More disturbing is that the families of Poncelet's victims think that it's not enough for him to die. They also want him to burn in Hell. While that's very human, it is not Christian. A Christian's first goal is always to help as many souls gain Heaven as possible. All of us have sinned. But God can forgive any sin, when the sinner is repentant and comes to Him for salvation.
The victims' families hate Poncelet. They forget that Jesus commanded us to love and pray for our enemies. And it is their hatred that drives their desire for revenge and insistence on the death penalty for him. Only in one instance have I ever seen an argument for the death penalty which does not base itself on the desire for revenge. It was presented in Robert A. Heinlein's novel, "Starship Troopers." (It was one of many subtleties that did not make it into the Paul Verhoeven Nazi propaganda film based loosely upon the book.)
In "Starship Troopers," one of the volunteers in Johnny Rico's training company deserts. Some time later, he kidnaps a 12 year old girl, then rapes and murders her. When he is captured by the civil authorities, it's discovered he was never discharged, so they return him to the company for a court-martial. He's found guilty, sentenced to death, and hanged in front of the entire company. After a lot of introspection, Rico concludes that death was the most merciful penalty in this sort of case.
To Rico's way of thinking, the killer was a mad dog, and he had to be put down like one to keep him from killing again. He didn't think it was possible to make him into a moral person. And even if the killer could be cured, and made to have the respect for human life and personal responsibility required to function in society, then he would hate and loathe himself so much that he would have to kill himself.
I am not going to argue the deterrent effect of the death penalty.

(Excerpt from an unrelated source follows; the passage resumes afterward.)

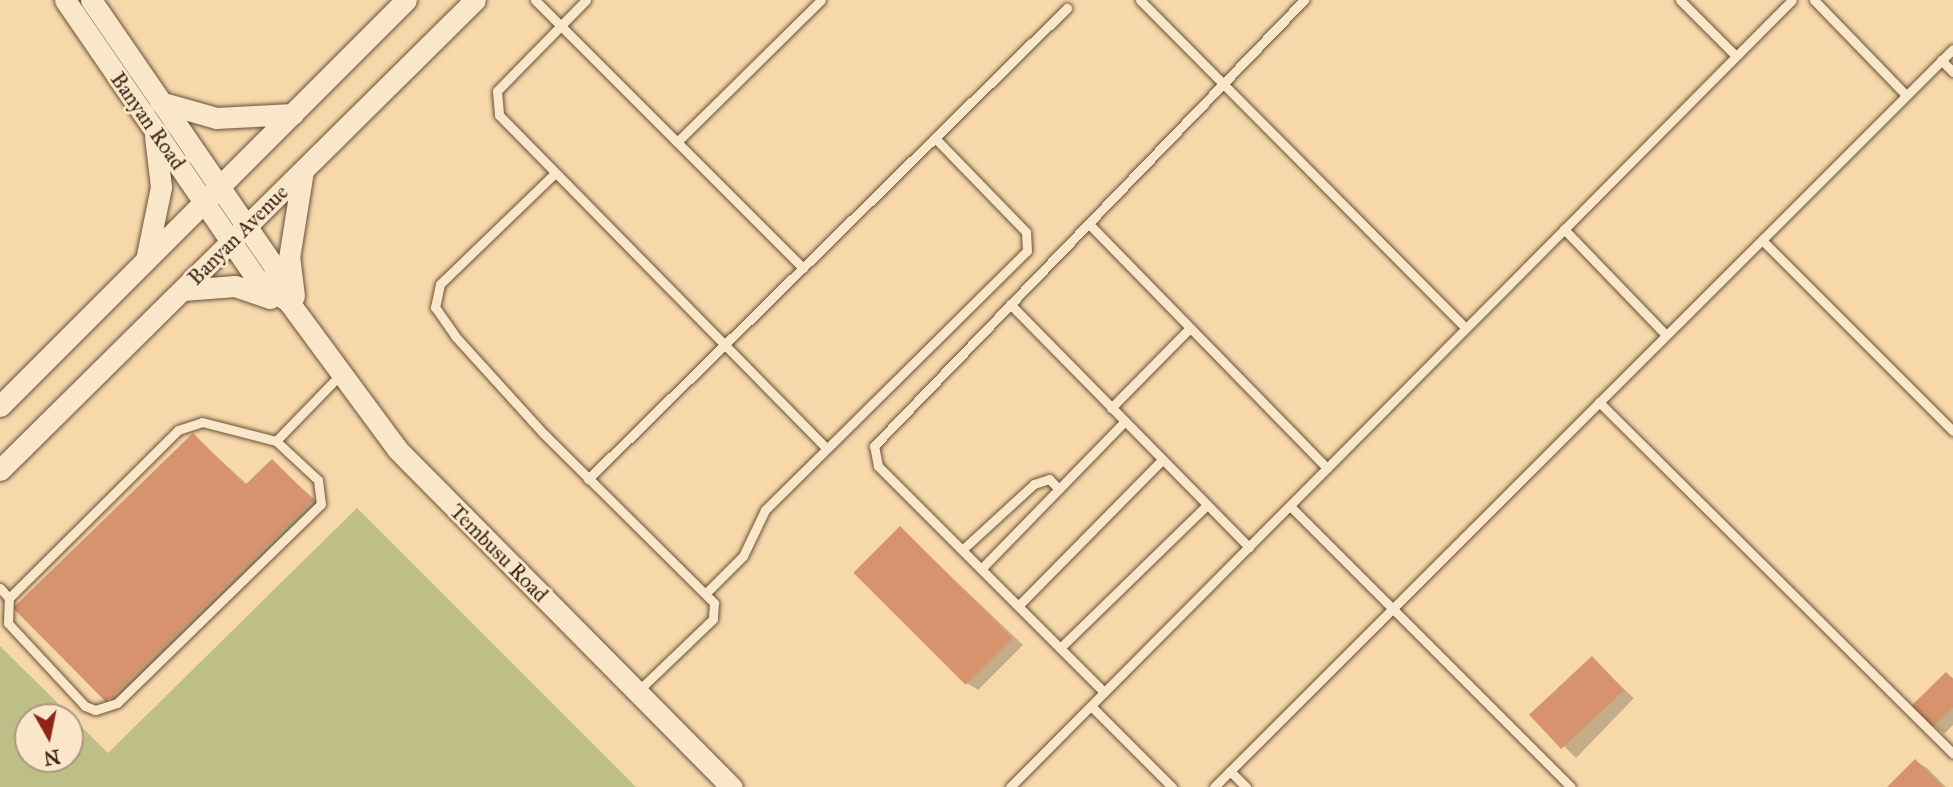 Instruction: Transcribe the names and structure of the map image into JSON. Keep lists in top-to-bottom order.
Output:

When my little sister was in the 7th grade, she wrote a paper on the death penalty, fully expecting to find that it had no deterrent effect. In spite of the limited research resources available to her at the time, and her limited research skills at the time, she found otherwise.
I do have problems with the number of innocent men who have been sentenced to death. It's impossible to restore them and their families. Justice can always be mistaken, and death is too final.
In the end, it falls to Poncelet to state the moral, Christian position, just before he is executed by lethal injection. "Nobody should kill anybody. Not me, and not the government."